Photovoltaic (PV) panels aren’t cheap – you can expect to splash out between £6k and £10k depending on the size of the system. However, anyone who can afford to pay upfront can immediately benefit from feed-in-tariffs (FIT), which pay households for any excess electricity they produce.
But what about the rest of us who can’t afford panels upfront and don’t want to take out a loan? We want to do our bit for the environment and enjoy cheaper electricity bills too. Is the answer to rent out our roofs?
Are rent-a-roof schemes worth it?
Homeowners can get solar panels at no cost through ‘free’ solar schemes, where you lease your roof to a solar firm, typically for 25 years. While homeowners benefit from reduced electricity bills, the solar firm installs and maintains the panels, making profit by exporting the power they generate back to the grid and earning money from the government’s FIT.
It sounds like a fair trade, but in September 2010, our research threw up questions around how cost effective rent-a-roof schemes really are. At the same time, our latest research into the solar panel policies of the UK’s ten largest mortgage lenders has cast a further shadow of doubt over free solar panel viability.
To lend, or not to lend?
Most lenders said applications would be accepted as long as the property’s solar panels are up to the Council of Mortgage Lenders’ (CML) minimum requirements. However, Lloyds Banking Group said it would only be willing to lend on properties where free solar panels were installed by one of its approved providers – of which there were 75 at last count.
Royal Bank of Scotland said it usually approves all mortgages for homes with solar panels bought upfront where no lease is involved, but it reserves the right to refuse applications for free schemes.

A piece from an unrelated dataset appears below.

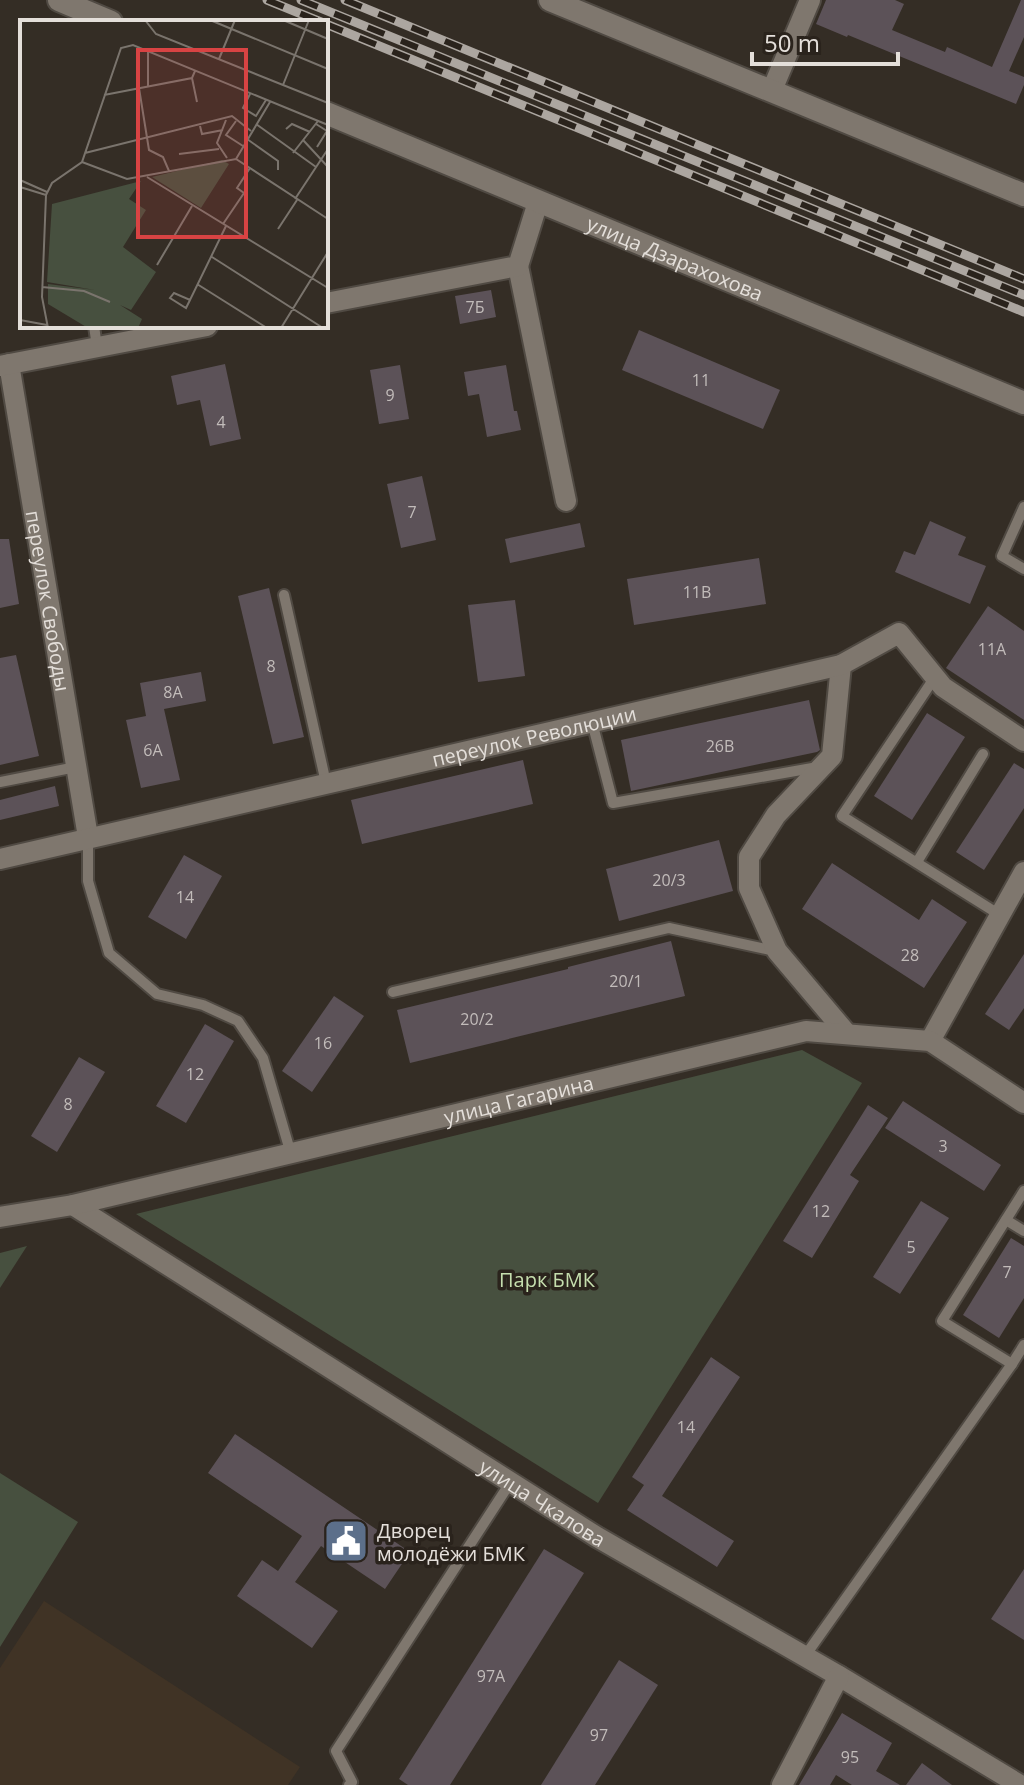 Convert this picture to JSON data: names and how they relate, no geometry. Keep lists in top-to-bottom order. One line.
{"streets":{"street":["улица Дзарахохова","переулок Свободы","переулок Революции","улица Гагарина","улица Чкалова"]},"crossings":[["переулок Свободы","переулок Революции"],["улица Гагарина","улица Чкалова"]],"parks":["Парк БМК"],"places":{"public building":["Дворец молодёжи БМК"]},"house_numbers":["7Б","11","9","4","7","11В","11А","8","8А","26В","6А","20/3","14","28","20/1","20/2","16","12","8","3","12","5","7","14","97А","97","95"],"scale_bar":"50 m"}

In our research, we found that Yorkshire Building Society is the only lender which considers all applications for solar panels – both leased and bought upfront – on a case-by-case basis.

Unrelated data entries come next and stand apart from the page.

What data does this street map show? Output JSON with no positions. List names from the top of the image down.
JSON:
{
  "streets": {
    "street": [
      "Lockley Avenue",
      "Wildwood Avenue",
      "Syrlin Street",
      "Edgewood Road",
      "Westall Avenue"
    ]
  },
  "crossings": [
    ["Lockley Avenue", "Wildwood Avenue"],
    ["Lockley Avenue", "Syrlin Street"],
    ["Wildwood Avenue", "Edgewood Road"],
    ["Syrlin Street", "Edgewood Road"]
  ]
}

Meanwhile, only Barclays and Nationwide were of the opinion that, as long as the lease is ‘acceptable’ to them, installing solar panels should not impact on a property’s valuation. Given the differing opinions among mortgage lenders, it would be a good idea to contact yours before installing solar panels.
Are you considering a rent-a-roof scheme, or have you leased your roof already? Did you have any problems with your mortgage lender?